▶ [TASK DESCRIPTION]:
Go through the listing below and count the lines with "image" in them. Only the count is needed.

▶ [DATA FOR REVIEW]:
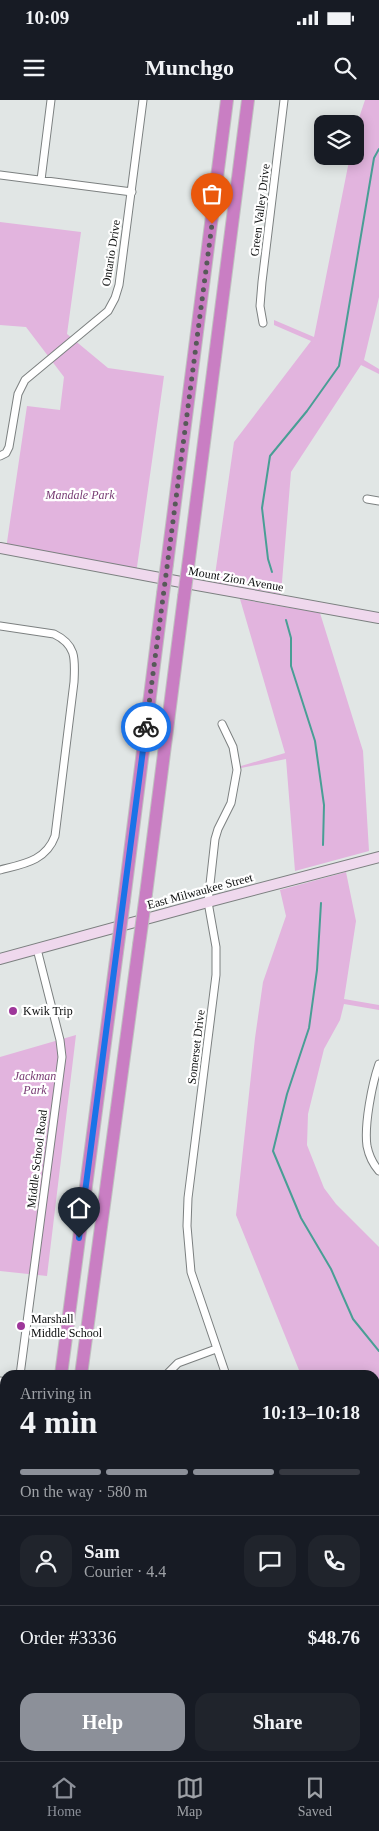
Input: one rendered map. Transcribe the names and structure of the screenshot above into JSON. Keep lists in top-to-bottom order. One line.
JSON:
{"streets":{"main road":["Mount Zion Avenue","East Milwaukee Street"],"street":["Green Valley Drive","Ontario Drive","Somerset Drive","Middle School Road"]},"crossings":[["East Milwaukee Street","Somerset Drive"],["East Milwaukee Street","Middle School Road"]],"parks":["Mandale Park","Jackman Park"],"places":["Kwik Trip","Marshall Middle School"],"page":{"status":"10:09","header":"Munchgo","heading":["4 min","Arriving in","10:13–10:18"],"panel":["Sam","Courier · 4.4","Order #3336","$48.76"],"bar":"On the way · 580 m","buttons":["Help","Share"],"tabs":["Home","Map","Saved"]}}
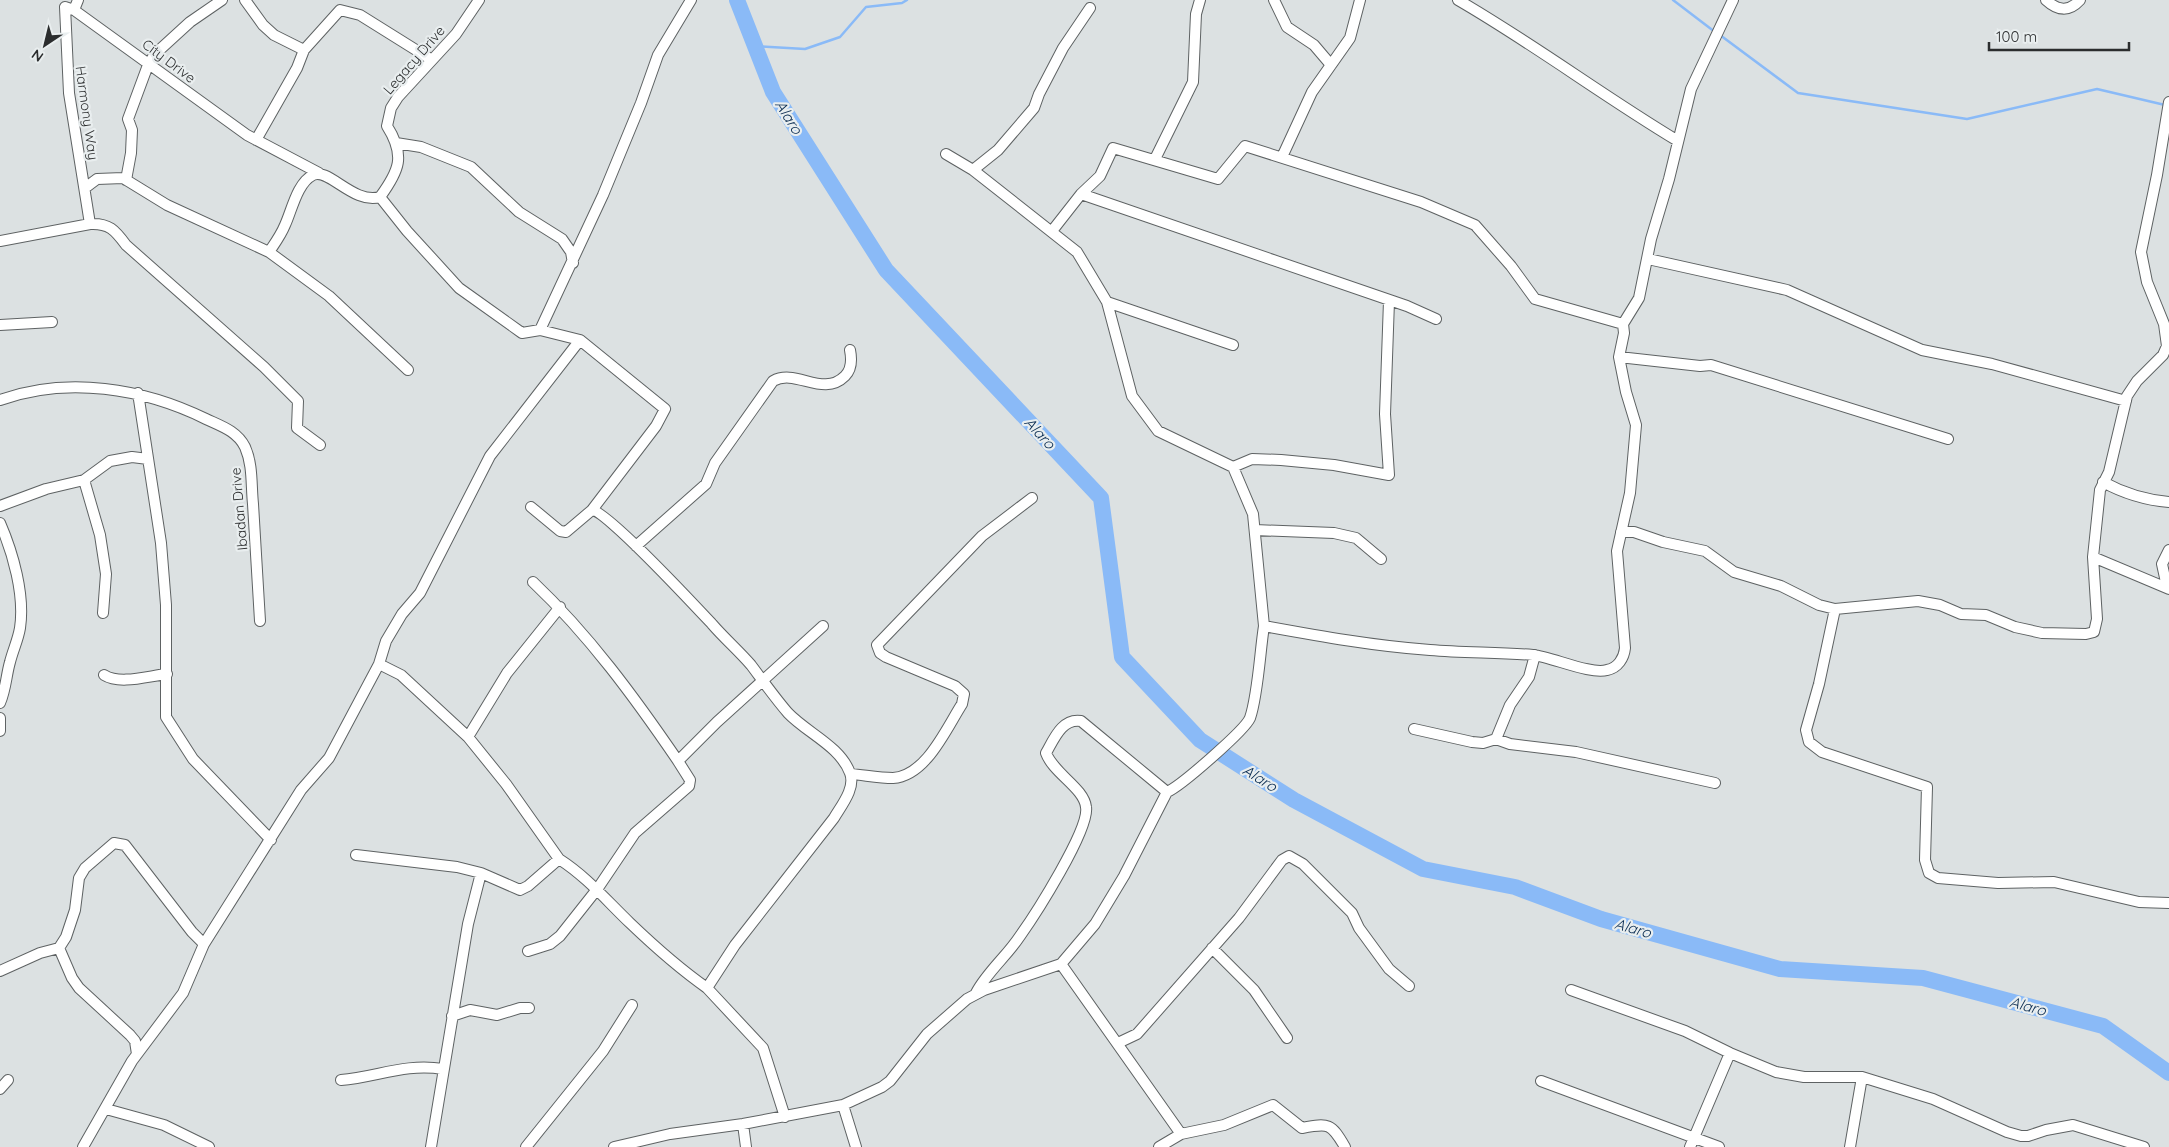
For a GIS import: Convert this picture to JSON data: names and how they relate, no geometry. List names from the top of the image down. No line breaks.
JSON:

...

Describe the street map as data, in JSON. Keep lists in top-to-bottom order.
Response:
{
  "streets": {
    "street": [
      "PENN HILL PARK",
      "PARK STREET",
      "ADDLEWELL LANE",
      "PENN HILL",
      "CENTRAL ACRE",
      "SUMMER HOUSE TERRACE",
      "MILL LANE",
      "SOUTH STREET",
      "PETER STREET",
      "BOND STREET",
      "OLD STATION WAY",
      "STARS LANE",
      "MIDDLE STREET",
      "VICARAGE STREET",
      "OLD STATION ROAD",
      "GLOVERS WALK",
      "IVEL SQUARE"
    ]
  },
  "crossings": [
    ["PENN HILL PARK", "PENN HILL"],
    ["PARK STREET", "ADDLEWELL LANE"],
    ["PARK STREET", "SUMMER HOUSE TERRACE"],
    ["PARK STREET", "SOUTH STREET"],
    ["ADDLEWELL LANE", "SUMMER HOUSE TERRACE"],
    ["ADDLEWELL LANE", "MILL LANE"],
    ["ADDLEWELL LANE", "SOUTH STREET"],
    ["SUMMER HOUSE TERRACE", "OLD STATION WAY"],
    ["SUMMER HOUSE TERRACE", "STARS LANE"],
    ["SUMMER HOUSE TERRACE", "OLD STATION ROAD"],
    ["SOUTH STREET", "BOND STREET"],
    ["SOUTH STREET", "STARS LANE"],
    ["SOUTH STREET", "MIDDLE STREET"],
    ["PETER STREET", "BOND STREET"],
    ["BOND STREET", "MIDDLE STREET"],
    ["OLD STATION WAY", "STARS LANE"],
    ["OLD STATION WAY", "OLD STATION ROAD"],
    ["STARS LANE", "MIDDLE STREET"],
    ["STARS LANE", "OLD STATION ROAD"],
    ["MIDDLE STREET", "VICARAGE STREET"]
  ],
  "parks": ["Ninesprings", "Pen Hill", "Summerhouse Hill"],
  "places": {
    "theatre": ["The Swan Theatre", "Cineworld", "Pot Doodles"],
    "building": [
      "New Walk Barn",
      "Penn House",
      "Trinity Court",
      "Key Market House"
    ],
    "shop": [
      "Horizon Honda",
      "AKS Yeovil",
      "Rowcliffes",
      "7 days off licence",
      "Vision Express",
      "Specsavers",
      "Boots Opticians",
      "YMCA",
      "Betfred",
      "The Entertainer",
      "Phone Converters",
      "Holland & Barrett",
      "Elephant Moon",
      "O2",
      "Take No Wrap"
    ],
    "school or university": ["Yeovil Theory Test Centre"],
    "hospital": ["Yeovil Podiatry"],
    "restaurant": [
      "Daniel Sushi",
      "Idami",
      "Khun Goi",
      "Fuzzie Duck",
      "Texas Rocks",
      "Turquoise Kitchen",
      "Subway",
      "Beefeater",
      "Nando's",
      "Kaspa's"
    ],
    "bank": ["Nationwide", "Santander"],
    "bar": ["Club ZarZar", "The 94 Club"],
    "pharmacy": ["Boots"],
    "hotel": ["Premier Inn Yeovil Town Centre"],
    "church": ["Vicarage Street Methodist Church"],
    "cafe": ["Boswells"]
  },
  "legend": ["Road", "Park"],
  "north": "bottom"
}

...

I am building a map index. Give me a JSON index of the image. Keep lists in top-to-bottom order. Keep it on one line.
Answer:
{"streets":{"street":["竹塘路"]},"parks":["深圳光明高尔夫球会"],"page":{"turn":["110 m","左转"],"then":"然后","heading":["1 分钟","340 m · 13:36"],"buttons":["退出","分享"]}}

▶ [TASK SOLUTION]:
2